We had
heard that the best buggy rides and sandboarding would be in Huacachina. Therefore
we decided to go to a small oasis in the middle of sand dunes near to the town
Ica. It was not a long bus ride from Paracas, only a bit over an hour.
Huacachina is a pretty interesting place – a small lake surrounded by a few
streets and amazing sand dunes in every direction.
We stayed
at Desert Nights Ecocamp, which was a bit different compared to our usual
hostels. :) Everyone slept in large tents. It was fun, but the problem is lack
of sound isolation of course :p We woke up every morning around 6 – 6.30am due
to other people making noise. But other than that, the place was great. The
showers were clean, pool was nice, drinks delicious and they even had a
barbeque every evening for an OK price. We had first thought we would only stay
there for one night, but the place looked nice so we booked a second night. We
had already booked everything in Nasca, but managed to move transportations,
hostel booking and Nasca flights with one day. But then, after we had changed
everything and paid the second night at Ecocamp, the receptionist told us that
they had made a double booking and that they don’t have the tent for us for the
second night! They offered a camping tent (a really small one) for us for free.
Well, that did not do for us – we couldn’t even fit our luggage in such :p
Well, the hostel managed to put two friends into the same tent and we got to
stay there for the second night too, pfiuf!
We had
booked a buggy and sandboarding tour for our first day. The buggy tour was
crazy! We drove for maybe 45 minutes all together with a crazy speed up and
down the sand dunes. At two points we got to try sandboarding. Markus and I
were a bit disappointed because it was sandgliding with one’s stomach on the
board. We were hoping that we could do it standing up.
Well, we
saw some people with actual snowboards and boots so we knew that was possible.

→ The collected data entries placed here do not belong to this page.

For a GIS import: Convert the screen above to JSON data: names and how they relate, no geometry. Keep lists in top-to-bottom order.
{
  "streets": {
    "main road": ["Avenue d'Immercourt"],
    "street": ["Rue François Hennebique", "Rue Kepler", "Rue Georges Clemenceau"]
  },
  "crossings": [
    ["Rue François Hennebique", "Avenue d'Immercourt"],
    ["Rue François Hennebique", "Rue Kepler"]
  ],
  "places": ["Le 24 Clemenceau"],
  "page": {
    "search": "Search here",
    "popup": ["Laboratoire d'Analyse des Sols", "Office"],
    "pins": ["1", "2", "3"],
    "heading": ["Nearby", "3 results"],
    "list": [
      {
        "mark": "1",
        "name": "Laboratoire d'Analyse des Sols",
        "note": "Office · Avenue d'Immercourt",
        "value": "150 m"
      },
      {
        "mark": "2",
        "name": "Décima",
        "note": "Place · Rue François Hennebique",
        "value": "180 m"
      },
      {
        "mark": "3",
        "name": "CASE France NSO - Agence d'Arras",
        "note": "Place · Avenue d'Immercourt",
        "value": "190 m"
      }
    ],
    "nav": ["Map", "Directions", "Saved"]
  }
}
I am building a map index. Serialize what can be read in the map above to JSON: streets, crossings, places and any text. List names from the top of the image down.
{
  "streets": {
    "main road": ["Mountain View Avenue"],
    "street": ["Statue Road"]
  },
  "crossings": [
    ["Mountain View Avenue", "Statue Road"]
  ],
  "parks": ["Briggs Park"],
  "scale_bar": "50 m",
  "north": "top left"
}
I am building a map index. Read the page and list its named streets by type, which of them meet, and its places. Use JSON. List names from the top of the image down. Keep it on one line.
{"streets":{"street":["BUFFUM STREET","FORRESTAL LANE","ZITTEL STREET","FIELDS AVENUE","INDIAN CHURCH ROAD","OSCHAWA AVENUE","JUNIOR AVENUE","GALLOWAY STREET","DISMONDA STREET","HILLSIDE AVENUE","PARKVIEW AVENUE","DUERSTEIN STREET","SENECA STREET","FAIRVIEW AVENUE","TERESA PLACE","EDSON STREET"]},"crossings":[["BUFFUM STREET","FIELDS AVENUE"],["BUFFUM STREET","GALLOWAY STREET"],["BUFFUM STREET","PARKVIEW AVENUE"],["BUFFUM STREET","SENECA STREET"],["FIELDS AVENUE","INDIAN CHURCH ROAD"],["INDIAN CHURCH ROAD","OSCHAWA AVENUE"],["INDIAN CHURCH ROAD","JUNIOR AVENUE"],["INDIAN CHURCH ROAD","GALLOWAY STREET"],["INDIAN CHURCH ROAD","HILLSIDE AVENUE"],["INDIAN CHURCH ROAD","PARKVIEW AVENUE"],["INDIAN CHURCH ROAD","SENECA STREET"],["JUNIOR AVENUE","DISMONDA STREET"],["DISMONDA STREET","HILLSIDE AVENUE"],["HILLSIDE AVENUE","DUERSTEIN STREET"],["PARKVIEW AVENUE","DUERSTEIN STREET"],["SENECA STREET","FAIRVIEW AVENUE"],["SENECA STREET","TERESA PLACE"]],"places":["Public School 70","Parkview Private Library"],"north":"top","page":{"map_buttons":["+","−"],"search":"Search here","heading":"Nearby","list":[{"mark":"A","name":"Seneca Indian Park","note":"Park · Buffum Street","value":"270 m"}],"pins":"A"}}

We rented boards and boots for the next day and tried sandboarding. Edda is not
an experienced snowboarder, so it was a bit intimidating at first but she got a
few slides in the end :D Markus went for the steeper hills and even managed to
jump at some point with the board. It was pretty exhausting – walking with the
boots in soft sand dunes and sandboarding is much stickier than snowboarding,
too :p
Edda felt she was going really fast, but after she saw the video... well, not so fast :p
We also
hiked two times on the top of a sand dune to see the views. It was quite amazing
and surreal to see the surroundings! Especially during sunset people gathered
up on the dunes and watched how different shadows formed on the dunes and how
beautiful the light was. We had to leave the dunes right after sunset because when the sun wasn't up, it was really cold!
After
Huacachina we took a bus ride with Oltursa to Nasca. Nasca lines was one point
on our bucket list so we headed there for one night. Nasca is a rather small city
too (or the center is at least), but it had many restaurants, hostels/hotels
and small kiosks. We stayed at Yamaya Hospedaje. The location was good – close
to main bus station and close to restaurants. It was nothing special, but a
good place for a one-night-stay.
We had
booked the Nasca lines with Aero Paracas and we were picked up from our hostel
at 8am. We came to the airport and it was a total chaos there. All different
agencies trying to figure out who is going next, people are weighted (some had
to have their backpacks on, some had to take them off – don’t understand why),
copies of our passports were taken and then suddenly people disappeared and we
still had not received our passports. Well, anyhow, we made it to the flight.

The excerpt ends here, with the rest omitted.